If You Act Before Year-End, IRS Respects Do-Overs Unwinding Taxes

Real Estate

Have you ever wanted a second chance, the opportunity of a true do-over? When it comes to taxes, you can amend your tax returns, but that isn’t the same as starting over. If you sell your house but in six months refund the money and take back the house did you ever sell it? If you buy stock but the company refunds your money, was it two transactions or none? Going back to square one may sound simple, but the tax system is rigid and rarely simple.

And the annual tax return filing requirement means in most cases every tax year stands on its own. Fortunately, the IRS agrees that some transactions can be unwound and that tax effects can be ignored. But to pretend a deal never happened you must meet two tough conditions: (1) Each party must go back to its position before the transaction as if it never occurred. Rescission isn’t a one-sided deal. (2) The go-back must occur in the same tax year as the deal. The IRS covers this in Revenue Ruling 80-58.

It’s this strict timing rule that’s usually the problem. Say you sell your house and the buyer claims the house is infected with mold. The dispute is unlikely to be resolved immediately. Often that means a subsequent tax year. To the IRS, each tax year must stand on its own. Some taxpayers who don’t meet the IRS’s strict same-year timing rule may argue that a rescission qualifies as long as the transaction is unwound before they’ve reported the transaction on their tax return.
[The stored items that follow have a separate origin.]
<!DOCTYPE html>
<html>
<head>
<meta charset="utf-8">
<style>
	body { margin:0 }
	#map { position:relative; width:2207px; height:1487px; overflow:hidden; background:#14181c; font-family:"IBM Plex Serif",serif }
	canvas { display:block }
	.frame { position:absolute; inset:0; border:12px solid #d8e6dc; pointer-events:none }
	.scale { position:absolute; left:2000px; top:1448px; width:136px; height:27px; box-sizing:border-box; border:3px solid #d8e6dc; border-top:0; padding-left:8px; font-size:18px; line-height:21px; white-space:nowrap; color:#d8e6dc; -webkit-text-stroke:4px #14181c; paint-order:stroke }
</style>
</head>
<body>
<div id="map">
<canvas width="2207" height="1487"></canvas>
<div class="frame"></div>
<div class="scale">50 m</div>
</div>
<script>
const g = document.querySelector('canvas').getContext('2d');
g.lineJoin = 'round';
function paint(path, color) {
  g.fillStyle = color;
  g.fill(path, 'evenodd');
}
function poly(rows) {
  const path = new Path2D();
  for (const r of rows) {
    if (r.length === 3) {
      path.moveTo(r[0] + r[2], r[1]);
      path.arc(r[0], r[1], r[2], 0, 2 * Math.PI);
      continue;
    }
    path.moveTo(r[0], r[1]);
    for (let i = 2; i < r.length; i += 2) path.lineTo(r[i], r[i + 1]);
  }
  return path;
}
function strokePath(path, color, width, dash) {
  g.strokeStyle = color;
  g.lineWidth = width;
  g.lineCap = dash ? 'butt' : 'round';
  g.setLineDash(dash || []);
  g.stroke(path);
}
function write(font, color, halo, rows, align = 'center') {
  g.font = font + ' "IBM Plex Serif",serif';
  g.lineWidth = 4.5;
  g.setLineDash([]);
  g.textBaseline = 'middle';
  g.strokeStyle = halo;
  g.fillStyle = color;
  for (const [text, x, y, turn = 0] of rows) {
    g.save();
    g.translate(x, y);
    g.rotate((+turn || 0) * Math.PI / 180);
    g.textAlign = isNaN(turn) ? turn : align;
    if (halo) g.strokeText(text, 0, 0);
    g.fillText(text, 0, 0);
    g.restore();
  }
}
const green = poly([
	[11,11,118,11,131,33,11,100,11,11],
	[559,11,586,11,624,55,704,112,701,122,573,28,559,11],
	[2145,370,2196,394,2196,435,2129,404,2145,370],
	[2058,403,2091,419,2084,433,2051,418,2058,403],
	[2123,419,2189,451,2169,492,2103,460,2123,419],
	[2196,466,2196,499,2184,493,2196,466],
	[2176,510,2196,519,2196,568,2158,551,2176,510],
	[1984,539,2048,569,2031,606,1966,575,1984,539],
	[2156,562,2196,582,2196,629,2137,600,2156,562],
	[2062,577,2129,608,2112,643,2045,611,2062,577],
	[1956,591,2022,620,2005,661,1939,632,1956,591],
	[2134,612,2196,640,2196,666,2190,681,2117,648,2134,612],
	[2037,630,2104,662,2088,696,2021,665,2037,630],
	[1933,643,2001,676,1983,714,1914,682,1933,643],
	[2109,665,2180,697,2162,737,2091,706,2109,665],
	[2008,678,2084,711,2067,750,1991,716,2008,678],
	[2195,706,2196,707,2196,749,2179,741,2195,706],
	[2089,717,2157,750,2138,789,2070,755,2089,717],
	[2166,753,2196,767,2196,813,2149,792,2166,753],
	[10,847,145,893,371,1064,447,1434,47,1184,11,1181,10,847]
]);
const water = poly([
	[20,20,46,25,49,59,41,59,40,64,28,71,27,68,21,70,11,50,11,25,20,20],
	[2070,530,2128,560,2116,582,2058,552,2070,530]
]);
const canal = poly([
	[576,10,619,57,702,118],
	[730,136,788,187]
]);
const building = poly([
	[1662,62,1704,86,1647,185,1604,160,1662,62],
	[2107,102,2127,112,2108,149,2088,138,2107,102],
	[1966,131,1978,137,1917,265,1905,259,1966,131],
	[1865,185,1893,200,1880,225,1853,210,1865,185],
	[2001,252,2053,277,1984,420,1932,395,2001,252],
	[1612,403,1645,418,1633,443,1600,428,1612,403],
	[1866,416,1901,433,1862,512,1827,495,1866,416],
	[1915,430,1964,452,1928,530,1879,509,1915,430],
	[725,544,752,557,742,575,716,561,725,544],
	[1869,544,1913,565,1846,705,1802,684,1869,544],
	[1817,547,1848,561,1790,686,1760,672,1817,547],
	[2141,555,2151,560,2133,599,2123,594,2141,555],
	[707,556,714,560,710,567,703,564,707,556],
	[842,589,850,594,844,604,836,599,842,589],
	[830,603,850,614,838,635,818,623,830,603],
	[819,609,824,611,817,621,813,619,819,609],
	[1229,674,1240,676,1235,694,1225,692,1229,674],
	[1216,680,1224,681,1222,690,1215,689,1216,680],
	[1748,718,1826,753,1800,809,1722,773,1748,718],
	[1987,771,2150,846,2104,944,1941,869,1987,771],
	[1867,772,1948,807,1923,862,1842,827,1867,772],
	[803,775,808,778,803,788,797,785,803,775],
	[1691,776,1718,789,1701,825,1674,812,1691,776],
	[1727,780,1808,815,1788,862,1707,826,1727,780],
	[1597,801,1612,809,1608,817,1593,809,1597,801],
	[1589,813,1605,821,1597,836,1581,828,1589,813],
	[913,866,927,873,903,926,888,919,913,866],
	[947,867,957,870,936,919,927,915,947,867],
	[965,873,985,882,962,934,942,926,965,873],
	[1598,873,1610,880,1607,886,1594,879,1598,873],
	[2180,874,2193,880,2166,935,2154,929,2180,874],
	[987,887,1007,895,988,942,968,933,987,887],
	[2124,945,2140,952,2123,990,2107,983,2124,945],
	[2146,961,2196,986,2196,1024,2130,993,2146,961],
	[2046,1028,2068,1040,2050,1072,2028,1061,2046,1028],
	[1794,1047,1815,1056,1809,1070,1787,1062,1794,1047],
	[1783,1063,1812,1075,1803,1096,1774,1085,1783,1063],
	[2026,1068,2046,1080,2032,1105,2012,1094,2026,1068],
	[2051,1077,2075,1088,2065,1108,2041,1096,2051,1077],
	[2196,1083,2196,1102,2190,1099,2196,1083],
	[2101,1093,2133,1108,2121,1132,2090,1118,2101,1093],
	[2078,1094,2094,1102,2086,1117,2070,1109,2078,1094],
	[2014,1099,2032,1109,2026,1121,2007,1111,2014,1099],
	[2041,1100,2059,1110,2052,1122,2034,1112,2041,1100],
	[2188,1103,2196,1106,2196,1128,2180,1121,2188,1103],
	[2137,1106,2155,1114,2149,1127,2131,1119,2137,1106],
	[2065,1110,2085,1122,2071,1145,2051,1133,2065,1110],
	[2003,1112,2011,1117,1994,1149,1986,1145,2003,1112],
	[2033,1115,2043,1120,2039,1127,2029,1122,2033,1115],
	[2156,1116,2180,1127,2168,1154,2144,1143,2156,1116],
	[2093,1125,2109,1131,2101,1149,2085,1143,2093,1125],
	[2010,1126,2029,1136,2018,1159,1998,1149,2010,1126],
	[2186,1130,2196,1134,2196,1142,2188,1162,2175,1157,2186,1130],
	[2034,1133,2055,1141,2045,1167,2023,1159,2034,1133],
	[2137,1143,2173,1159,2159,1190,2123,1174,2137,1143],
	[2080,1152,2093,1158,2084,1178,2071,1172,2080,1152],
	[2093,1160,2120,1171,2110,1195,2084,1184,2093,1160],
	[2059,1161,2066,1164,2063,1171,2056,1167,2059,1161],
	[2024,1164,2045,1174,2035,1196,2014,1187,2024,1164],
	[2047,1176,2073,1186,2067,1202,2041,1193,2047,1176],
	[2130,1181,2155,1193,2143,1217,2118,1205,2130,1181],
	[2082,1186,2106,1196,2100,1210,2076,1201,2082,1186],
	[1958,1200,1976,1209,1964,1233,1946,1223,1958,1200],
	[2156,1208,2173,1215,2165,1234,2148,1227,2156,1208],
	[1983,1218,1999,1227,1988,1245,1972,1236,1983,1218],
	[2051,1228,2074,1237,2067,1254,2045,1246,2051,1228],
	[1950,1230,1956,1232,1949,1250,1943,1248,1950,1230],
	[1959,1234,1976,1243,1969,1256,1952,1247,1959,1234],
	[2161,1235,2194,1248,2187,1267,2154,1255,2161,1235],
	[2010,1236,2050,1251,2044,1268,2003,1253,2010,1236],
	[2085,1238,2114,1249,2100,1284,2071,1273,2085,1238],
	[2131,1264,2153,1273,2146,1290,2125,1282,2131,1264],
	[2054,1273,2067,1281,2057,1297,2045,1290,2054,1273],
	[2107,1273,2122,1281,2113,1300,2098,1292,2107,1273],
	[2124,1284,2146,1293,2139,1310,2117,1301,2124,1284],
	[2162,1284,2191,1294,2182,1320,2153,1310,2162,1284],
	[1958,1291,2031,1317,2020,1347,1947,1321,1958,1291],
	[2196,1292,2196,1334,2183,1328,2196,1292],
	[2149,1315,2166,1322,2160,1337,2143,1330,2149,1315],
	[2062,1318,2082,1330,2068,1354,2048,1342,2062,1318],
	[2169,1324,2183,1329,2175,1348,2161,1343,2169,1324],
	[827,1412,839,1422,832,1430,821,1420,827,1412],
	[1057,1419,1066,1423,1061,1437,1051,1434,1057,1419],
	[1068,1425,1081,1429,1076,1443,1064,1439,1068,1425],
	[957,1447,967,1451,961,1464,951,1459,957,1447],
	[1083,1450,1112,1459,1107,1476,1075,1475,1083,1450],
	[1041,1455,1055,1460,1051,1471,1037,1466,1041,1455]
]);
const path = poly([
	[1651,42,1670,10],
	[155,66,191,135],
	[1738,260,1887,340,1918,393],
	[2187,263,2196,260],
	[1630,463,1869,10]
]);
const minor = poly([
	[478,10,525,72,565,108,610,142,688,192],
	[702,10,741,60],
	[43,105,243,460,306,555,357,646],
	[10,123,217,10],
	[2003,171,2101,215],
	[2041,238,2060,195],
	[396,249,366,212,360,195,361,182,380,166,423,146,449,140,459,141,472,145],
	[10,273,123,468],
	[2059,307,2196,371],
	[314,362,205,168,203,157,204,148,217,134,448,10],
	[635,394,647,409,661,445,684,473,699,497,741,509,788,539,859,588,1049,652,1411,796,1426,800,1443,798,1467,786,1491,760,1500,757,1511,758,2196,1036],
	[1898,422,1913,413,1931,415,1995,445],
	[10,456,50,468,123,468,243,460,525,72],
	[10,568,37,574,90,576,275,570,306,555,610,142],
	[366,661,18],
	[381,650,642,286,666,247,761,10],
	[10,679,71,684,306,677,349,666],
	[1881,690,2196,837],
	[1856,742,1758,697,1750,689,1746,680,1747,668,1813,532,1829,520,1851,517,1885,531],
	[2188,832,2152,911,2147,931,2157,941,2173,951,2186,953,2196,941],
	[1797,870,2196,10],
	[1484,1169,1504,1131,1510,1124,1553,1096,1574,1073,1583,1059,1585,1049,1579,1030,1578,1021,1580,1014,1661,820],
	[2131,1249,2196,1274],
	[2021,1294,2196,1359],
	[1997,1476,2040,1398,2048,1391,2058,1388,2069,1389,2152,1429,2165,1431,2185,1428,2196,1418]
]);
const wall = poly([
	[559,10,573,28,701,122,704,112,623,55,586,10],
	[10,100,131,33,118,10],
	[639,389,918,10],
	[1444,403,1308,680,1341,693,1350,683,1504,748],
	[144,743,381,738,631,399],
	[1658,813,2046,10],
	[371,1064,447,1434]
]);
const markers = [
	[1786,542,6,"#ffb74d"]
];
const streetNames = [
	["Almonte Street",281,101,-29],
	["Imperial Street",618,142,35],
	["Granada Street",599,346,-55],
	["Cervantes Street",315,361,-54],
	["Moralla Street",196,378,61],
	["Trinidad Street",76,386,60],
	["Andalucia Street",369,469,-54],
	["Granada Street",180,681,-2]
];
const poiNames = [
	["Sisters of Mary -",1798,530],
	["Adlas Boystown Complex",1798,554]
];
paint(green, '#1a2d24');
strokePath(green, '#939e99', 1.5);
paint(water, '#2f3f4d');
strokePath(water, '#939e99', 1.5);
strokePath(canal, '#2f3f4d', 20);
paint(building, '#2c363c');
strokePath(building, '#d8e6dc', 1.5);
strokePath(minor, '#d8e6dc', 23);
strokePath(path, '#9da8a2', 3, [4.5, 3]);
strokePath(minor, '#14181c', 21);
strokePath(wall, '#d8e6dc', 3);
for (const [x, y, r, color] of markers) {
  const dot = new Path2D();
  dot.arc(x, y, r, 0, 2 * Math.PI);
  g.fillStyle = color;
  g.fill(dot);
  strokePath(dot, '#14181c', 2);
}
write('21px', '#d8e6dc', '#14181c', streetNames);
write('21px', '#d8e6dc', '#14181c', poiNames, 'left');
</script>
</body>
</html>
Example: You sell your car to your brother-in-law for $25,000 in September 2011. He has some problems so gives you the car back in May 2012 and you refund the money. Although your 2011 tax return was due April 15th, you went on extension, so you haven’t yet filed when you take the car back. When you file your 2011 return in August 2012, can you treat this sale as never having occurred? The IRS says no, but some advisers might say yes.

IRS More Liberal? Even the IRS may be loosening up. In several rulings, the IRS has approved rescissions even though one could argue that the parties didn’t exactly go back to square one. For example, in IRS Private Letter Ruling 200952036, a partnership was converted into a corporation, and then was converted back to a limited liability company (LLC). The partners didn’t entirely go back to square one. After all, when the smoke cleared they were members of an LLC not partners in a partnership. An LLC is not exactly the same as a partnership. Nevertheless, the IRS treated the transaction as rescinded and having no tax affect.

Caution. Any rescission involves at least two parties. Even in the simple car example, what if your brother-in-law has already filed his 2011 tax return before the rescission, perhaps even depreciating or writing off the car? In more complicated deals, there may be many parties. Even if you love rescission, that can be daunting.